WHAT TO PRODUCE: Search the entries for the word "limit". Copy every line that holds it.

DATA RECORDS:
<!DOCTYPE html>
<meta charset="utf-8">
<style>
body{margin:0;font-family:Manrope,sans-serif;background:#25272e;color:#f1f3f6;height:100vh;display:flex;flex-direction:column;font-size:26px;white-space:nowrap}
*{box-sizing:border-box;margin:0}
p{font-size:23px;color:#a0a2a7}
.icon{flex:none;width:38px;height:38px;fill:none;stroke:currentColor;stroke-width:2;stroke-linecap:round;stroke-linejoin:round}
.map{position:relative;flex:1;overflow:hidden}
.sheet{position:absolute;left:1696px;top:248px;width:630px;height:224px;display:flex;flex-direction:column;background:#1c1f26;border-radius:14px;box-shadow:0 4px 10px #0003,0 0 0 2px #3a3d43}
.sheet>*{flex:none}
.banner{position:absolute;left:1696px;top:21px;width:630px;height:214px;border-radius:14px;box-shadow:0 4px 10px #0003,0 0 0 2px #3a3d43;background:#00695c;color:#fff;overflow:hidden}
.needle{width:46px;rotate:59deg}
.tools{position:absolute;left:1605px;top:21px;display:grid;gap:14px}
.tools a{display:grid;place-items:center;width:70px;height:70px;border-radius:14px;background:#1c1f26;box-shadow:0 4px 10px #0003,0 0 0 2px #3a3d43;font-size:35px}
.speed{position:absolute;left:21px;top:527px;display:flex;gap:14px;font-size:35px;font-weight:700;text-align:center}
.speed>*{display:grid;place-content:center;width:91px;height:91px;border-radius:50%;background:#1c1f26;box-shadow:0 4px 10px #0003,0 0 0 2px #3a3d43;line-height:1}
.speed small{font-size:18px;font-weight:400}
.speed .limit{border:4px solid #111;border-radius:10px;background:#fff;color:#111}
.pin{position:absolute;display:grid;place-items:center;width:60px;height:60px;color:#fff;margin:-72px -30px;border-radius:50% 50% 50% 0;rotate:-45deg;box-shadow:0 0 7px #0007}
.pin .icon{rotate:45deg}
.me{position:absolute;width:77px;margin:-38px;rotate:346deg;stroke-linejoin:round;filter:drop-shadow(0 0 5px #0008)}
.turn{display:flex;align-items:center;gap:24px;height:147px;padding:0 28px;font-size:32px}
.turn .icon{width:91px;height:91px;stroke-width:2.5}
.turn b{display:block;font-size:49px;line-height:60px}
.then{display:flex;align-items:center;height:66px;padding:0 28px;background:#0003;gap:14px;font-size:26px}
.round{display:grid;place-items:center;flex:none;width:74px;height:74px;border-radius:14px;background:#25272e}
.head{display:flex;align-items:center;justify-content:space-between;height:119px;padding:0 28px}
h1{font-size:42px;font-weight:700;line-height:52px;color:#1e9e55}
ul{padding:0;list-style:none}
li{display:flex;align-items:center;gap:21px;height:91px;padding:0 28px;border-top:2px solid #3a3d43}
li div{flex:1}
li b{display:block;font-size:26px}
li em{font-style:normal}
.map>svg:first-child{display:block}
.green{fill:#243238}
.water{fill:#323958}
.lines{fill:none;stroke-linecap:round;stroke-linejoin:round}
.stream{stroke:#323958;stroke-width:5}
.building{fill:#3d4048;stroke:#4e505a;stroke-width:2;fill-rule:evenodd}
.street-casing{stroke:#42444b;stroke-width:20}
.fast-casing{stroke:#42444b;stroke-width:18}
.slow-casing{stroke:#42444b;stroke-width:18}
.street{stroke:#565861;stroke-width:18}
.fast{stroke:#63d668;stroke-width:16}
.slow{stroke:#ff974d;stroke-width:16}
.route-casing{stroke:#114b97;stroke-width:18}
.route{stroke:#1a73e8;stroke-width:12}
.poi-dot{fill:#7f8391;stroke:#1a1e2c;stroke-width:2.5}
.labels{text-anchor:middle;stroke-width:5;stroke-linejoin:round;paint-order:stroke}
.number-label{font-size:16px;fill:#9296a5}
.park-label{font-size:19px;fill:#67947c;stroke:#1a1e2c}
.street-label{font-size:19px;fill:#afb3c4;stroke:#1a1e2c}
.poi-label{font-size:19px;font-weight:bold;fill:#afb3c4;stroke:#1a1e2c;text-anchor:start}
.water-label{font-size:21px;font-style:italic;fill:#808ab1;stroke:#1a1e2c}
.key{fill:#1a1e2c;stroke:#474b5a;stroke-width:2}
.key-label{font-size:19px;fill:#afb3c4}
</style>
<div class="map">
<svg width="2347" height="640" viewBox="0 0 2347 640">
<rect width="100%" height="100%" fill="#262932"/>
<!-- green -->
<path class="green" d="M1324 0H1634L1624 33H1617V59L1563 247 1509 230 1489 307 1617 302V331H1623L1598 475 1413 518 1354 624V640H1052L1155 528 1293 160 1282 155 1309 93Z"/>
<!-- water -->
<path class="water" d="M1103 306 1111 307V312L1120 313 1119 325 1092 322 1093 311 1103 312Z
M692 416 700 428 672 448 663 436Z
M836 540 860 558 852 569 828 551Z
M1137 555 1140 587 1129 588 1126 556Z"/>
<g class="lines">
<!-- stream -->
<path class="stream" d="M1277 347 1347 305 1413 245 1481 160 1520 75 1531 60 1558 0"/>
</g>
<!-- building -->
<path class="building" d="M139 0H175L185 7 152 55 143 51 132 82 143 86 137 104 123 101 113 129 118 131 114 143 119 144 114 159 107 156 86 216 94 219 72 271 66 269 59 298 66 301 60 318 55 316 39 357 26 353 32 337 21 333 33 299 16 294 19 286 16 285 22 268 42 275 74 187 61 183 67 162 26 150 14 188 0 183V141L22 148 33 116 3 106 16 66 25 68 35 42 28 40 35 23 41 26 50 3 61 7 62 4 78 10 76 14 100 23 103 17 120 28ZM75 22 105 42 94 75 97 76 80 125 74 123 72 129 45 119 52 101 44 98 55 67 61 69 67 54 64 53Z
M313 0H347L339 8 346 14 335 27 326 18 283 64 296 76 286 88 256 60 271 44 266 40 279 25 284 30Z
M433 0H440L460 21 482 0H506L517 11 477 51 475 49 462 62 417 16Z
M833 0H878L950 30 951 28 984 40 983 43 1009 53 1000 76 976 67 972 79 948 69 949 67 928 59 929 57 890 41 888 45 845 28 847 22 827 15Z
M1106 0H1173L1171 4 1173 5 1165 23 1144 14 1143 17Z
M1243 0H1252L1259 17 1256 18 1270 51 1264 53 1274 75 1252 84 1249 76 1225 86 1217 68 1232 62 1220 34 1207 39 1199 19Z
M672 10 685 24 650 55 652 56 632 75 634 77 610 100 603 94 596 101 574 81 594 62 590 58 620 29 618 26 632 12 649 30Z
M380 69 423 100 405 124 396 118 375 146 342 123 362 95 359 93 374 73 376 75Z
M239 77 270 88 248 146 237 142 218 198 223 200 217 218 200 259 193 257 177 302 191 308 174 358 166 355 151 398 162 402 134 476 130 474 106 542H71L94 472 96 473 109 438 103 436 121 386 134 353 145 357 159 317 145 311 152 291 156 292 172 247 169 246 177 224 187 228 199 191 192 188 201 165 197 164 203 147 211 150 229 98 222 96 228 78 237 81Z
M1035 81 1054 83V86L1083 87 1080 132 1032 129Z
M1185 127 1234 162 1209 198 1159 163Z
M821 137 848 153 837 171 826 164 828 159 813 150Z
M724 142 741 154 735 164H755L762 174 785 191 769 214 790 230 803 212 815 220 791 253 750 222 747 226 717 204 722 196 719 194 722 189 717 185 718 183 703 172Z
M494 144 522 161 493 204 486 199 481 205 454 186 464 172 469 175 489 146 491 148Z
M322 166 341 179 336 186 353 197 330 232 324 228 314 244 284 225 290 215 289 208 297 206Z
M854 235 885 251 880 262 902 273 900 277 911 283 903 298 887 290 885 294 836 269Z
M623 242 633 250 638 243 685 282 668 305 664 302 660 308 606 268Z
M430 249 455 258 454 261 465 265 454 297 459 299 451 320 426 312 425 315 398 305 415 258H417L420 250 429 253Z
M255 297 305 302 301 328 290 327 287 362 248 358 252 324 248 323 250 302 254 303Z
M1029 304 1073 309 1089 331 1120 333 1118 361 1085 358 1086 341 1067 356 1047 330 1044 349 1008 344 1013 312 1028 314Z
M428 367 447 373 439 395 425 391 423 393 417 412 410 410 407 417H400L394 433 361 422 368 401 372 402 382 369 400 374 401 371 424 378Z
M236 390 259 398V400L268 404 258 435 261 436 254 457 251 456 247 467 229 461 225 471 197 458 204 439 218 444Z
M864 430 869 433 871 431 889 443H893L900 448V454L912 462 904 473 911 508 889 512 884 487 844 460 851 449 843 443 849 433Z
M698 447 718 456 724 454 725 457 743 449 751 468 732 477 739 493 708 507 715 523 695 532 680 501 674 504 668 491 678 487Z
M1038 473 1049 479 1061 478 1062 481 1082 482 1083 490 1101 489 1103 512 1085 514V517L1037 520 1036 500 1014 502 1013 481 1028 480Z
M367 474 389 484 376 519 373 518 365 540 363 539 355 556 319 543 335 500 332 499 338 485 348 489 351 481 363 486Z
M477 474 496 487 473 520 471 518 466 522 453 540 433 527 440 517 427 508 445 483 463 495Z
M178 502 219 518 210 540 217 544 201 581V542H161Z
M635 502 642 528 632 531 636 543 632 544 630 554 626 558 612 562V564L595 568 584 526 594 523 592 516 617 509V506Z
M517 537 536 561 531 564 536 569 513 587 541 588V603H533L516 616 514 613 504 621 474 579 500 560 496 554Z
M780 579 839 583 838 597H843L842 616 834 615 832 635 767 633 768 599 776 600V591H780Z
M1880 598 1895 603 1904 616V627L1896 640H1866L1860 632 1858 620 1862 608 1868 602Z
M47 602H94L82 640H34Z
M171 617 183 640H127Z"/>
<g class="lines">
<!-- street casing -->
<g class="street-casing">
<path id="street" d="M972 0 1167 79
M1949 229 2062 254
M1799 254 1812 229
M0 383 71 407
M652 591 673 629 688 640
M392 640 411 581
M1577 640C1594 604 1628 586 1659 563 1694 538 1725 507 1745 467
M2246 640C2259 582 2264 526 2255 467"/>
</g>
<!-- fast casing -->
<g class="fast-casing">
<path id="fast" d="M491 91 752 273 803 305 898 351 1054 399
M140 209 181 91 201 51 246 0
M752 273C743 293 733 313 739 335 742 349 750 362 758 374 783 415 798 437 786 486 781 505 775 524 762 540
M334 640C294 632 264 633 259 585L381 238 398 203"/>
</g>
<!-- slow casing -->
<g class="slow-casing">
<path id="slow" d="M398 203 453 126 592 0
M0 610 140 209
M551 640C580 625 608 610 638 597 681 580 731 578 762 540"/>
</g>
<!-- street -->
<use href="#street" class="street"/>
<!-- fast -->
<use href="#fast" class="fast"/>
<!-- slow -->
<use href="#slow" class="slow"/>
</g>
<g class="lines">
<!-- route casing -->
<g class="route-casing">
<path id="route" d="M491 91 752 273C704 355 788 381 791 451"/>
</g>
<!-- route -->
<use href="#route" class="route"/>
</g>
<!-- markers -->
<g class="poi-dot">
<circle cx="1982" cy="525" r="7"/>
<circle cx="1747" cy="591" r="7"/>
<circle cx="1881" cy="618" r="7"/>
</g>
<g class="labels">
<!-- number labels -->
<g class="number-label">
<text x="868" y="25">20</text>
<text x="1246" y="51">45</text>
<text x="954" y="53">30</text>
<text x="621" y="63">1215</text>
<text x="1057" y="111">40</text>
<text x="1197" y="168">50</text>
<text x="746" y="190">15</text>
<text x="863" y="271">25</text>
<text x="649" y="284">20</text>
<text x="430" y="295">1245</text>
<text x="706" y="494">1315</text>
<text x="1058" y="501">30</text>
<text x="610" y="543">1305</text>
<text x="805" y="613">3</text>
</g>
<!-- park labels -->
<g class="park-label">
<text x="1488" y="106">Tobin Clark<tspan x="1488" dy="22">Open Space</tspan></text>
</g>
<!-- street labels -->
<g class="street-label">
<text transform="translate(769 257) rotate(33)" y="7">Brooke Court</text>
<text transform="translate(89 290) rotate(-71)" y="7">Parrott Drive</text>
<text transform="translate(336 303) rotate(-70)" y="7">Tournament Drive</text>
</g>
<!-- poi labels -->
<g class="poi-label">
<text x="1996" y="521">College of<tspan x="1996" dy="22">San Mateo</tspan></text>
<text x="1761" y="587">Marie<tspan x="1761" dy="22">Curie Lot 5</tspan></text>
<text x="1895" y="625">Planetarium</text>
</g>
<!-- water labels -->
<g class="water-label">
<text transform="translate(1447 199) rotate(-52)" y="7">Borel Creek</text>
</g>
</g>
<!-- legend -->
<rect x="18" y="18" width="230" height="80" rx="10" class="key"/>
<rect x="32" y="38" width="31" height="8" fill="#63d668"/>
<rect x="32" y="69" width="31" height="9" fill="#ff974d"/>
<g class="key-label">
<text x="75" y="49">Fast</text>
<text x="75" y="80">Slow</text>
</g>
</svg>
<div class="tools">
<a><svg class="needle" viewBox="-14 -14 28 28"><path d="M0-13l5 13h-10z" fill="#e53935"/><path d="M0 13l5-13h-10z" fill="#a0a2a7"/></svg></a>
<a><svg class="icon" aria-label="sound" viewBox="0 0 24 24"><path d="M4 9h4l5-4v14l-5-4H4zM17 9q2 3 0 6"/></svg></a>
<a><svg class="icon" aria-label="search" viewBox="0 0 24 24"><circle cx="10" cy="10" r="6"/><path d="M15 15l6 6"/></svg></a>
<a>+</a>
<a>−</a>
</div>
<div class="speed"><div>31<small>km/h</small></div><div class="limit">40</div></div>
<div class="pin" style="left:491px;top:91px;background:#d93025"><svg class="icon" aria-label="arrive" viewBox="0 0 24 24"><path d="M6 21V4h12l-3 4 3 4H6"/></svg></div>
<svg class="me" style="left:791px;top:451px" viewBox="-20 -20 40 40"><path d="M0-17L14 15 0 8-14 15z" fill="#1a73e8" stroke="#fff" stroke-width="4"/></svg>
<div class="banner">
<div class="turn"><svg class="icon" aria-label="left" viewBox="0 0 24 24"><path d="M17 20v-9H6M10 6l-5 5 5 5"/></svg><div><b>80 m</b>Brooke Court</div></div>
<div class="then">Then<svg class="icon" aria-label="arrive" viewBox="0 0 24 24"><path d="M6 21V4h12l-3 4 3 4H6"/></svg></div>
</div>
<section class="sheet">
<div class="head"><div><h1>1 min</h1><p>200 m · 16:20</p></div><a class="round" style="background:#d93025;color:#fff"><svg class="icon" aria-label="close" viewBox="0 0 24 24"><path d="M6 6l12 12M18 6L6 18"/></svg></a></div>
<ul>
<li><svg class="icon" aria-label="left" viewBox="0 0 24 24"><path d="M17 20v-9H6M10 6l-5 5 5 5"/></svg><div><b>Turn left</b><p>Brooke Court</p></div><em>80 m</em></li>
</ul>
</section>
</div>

EXERCISE RESULT:
.speed .limit{border:4px solid #111;border-radius:10px;background:#fff;color:#111}
<div class="speed"><div>31<small>km/h</small></div><div class="limit">40</div></div>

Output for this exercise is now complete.